I’m following this tutorial: PyPDFLoader | 🦜️🔗 LangChain
The image extraction from PDFs using Tesseract (or any other image parser) no longer works.
How to reproduce
Use the example PDF from the tutorial found here: langchain/docs/docs/integrations/document_loaders/example_data/layout-parser-paper.pdf at master · langchain-ai/langchain · GitHub
Run the following with langchain-community 0.3.27:
from langchain_community.document_loaders.parsers import TesseractBlobParser
from langchain_community.document_loaders import PyPDFLoader
loader = PyPDFLoader(
"layout-parser-paper.pdf",
mode="page",
images_inner_format="html-img",
images_parser=TesseractBlobParser(),
)
docs = loader.load()
print(docs[5].page_content)
The output would be:
6 Z. Shen et al.
Fig. 2: The relationship between the three types of layout data structures.
Coordinate supports three kinds of variation; TextBlock consists of the co-
ordinate information and extra features like block text, types, and reading orders;
a Layout object is a list of all possible layout elements, including other Layout
objects. They all support the same set of transformation and operation APIs for
maximum flexibility.
Shown in Table 1, LayoutParser currently hosts 9 pre-trained models trained
on 5 different datasets. Description of the training dataset is provided alongside
with the trained models such that users can quickly identify the most suitable
models for their tasks. Additionally, when such a model is not readily available,
LayoutParser also supports training customized layout models and community
sharing of the models (detailed in Section 3.5).

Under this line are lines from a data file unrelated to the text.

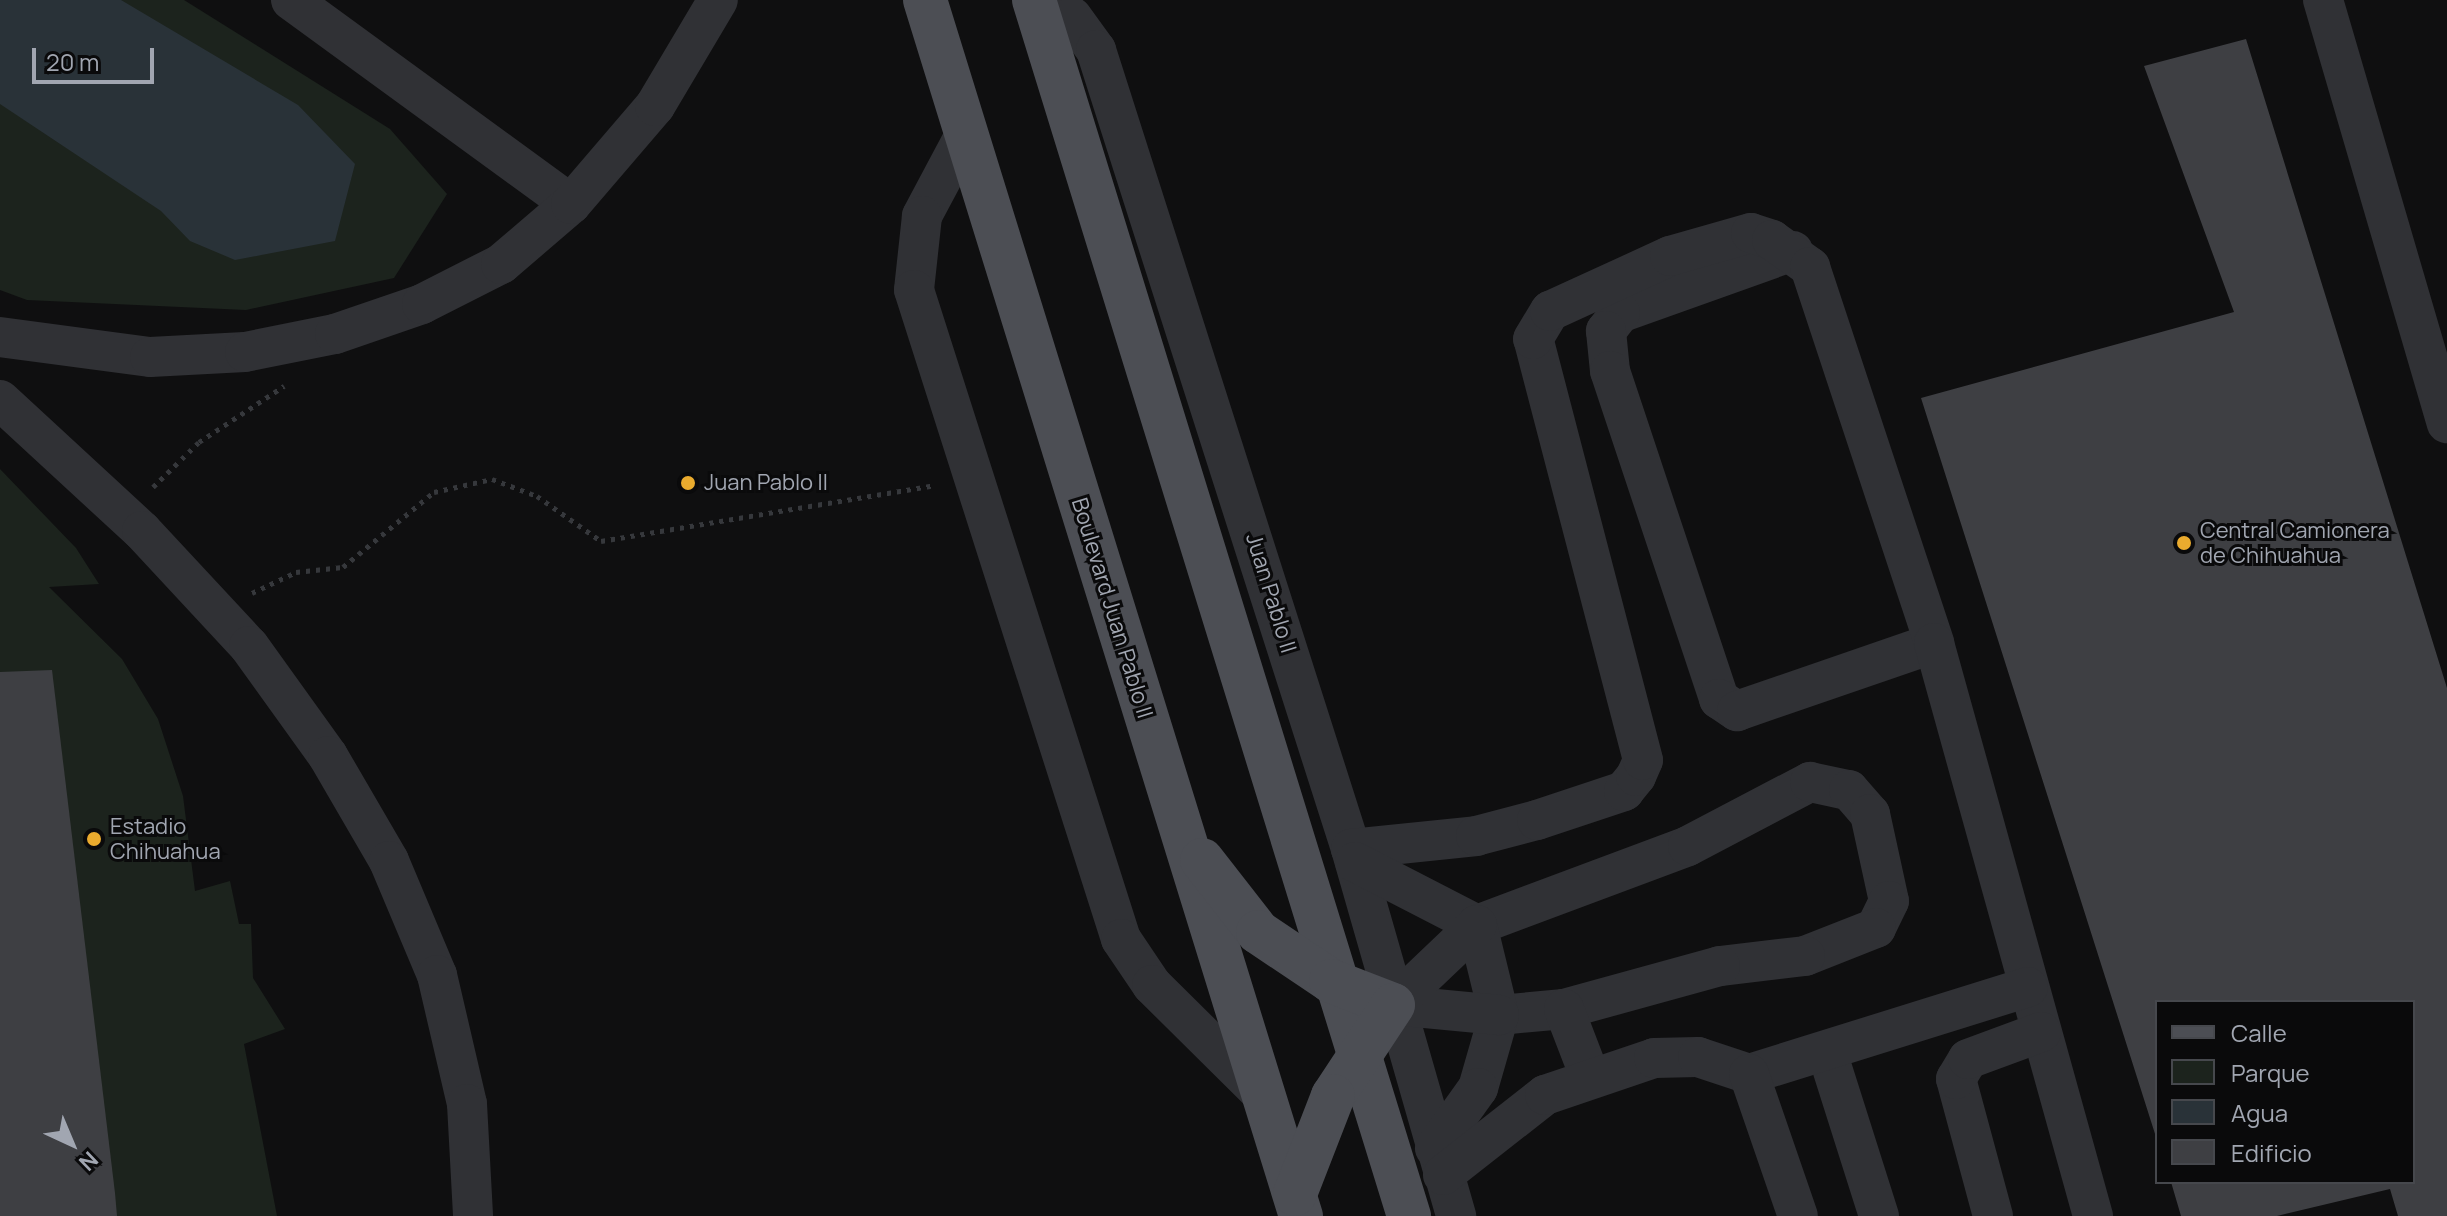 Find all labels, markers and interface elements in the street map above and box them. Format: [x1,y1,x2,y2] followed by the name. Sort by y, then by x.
[36,32,158,82] scale bar
[46,45,99,78] text: 20 m
[704,470,828,496] place label: Juan Pablo ll
[679,474,697,492] marker: Juan Pablo ll
[1066,495,1158,721] street label: Boulevard Juan Pablo II
[2200,517,2390,568] place label: Central Camionera de Chihuahua
[1240,530,1302,656] street label: Juan Pablo II
[2175,534,2193,552] marker: Central Camionera de Chihuahua
[110,813,221,864] place label: Estadio Chihuahua
[85,830,103,848] marker: Estadio Chihuahua
[2155,1000,2415,1184] legend
[2231,1016,2287,1049] text: Calle
[2231,1056,2309,1089] text: Parque
[2231,1096,2288,1129] text: Agua
[32,1104,112,1184] north arrow
[2231,1136,2312,1169] text: Edificio
[73,1145,105,1178] text: N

3.2 Layout Data Structures
A critical feature of LayoutParser is the implementation of a series of data
structures and operations that can be used to efficiently process and manipulate
the layout elements. In document image analysis pipelines, various post-processing
on the layout analysis model outputs is usually required to obtain the final
outputs. Traditionally, this requires exporting DL model outputs and then loading
the results into other pipelines. All model outputs from LayoutParser will be
stored in carefully engineered data types optimized for further processing, which
makes it possible to build an end-to-end document digitization pipeline within
LayoutParser. There are three key components in the data structure, namely
the Coordinate system, the TextBlock, and the Layout. They provide different
levels of abstraction for the layout data, and a set of APIs are supported for
transformations or operations on these classes.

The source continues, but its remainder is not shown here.